Suggestion - allow a reference to be set

tseemann / ekidna

Assembly based core genome SNP alignments for bacteria

GNU General Public License v3.0

25 stars 3 forks source link

Suggestion - allow a reference to be set #17

Open BiologicalScientist opened 4 years ago

BiologicalScientist commented 4 years ago

Hi - really liking the tool! One suggested improvement would be to have an option to control which of the sequences gets set as your reference rather than defaulting to the largest sequence. If there is a reason this is a bad idea please let me know. I had a look at the code and from what I could tell the determination of the reference is using the snippet below. The $biggest_size variable looked to be only used to decide the $ref_index so it should be possible to select a reference sequence as the $ref_idx if provided. I wasn't sure if any of the other tools required the reference to be the largest sequence though.
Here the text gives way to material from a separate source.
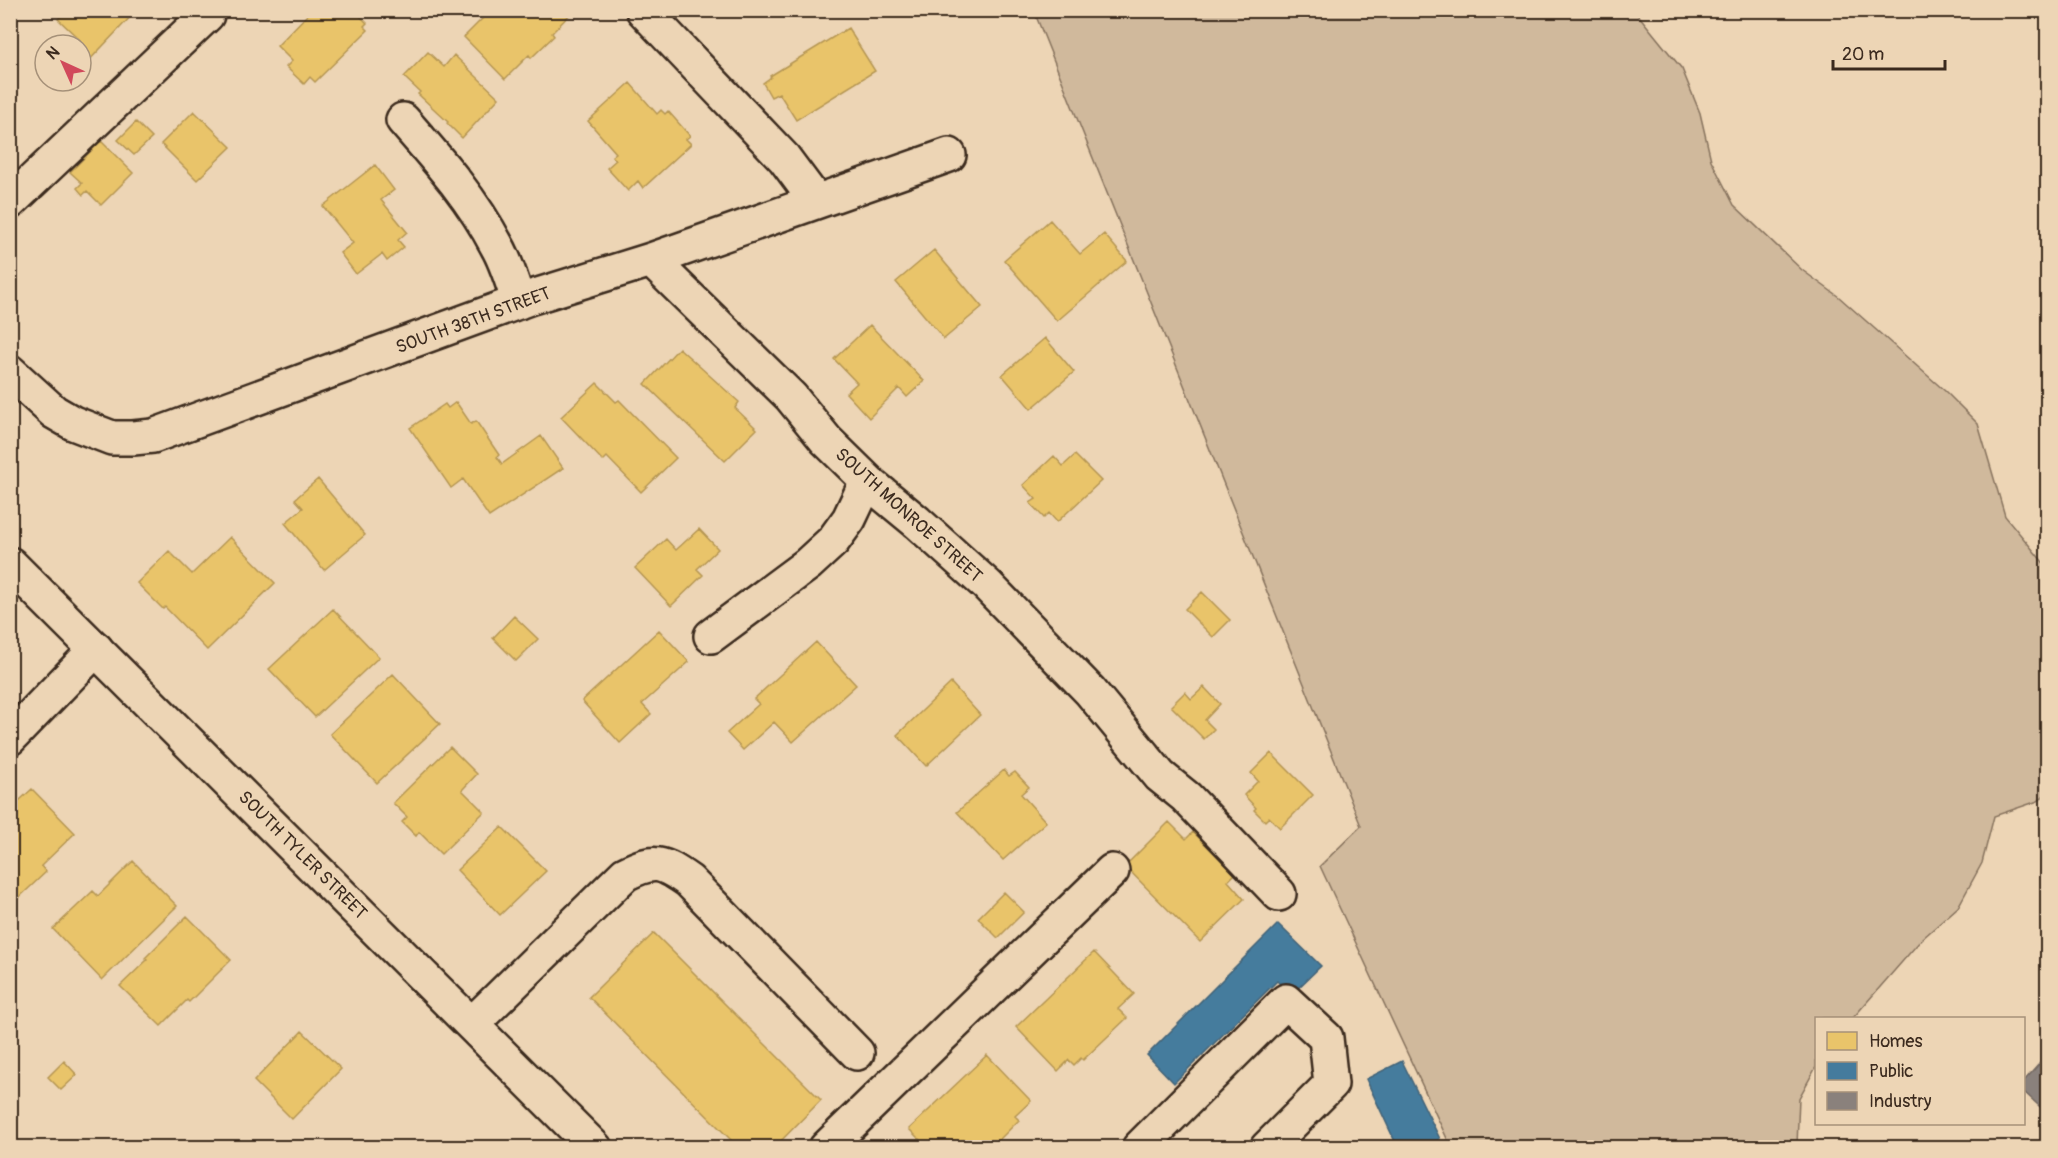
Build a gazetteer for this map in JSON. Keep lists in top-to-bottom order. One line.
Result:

  if ($size > $biggest_size) {
    $ref_idx = $N;
    $biggest_size = $size;
  }

The main reason for this suggestion is for when there is a reference sequence that has better annotations/ phenotypic data so understanding what has changed in relation to that sequence is useful.

tseemann commented 4 years ago

Ultimately it should noty matter what reference you use, because the SNPs it generates are "core" only. But that said, it could still be useful.

This project is very early stages, but I hope to work on it this month.

BiologicalScientist commented 4 years ago

Thanks for letting me know. I've currently made a bit of a quick workaround by just reversing the logic (making the reference be the smaller of the two sequences) and it seems to run fine.

The other advantage of doing the analysis with different references is you get the regions present only in the reference from the uncov.bed (if I am understanding the output correctly) which can be useful for finding where phage etc might be integrated.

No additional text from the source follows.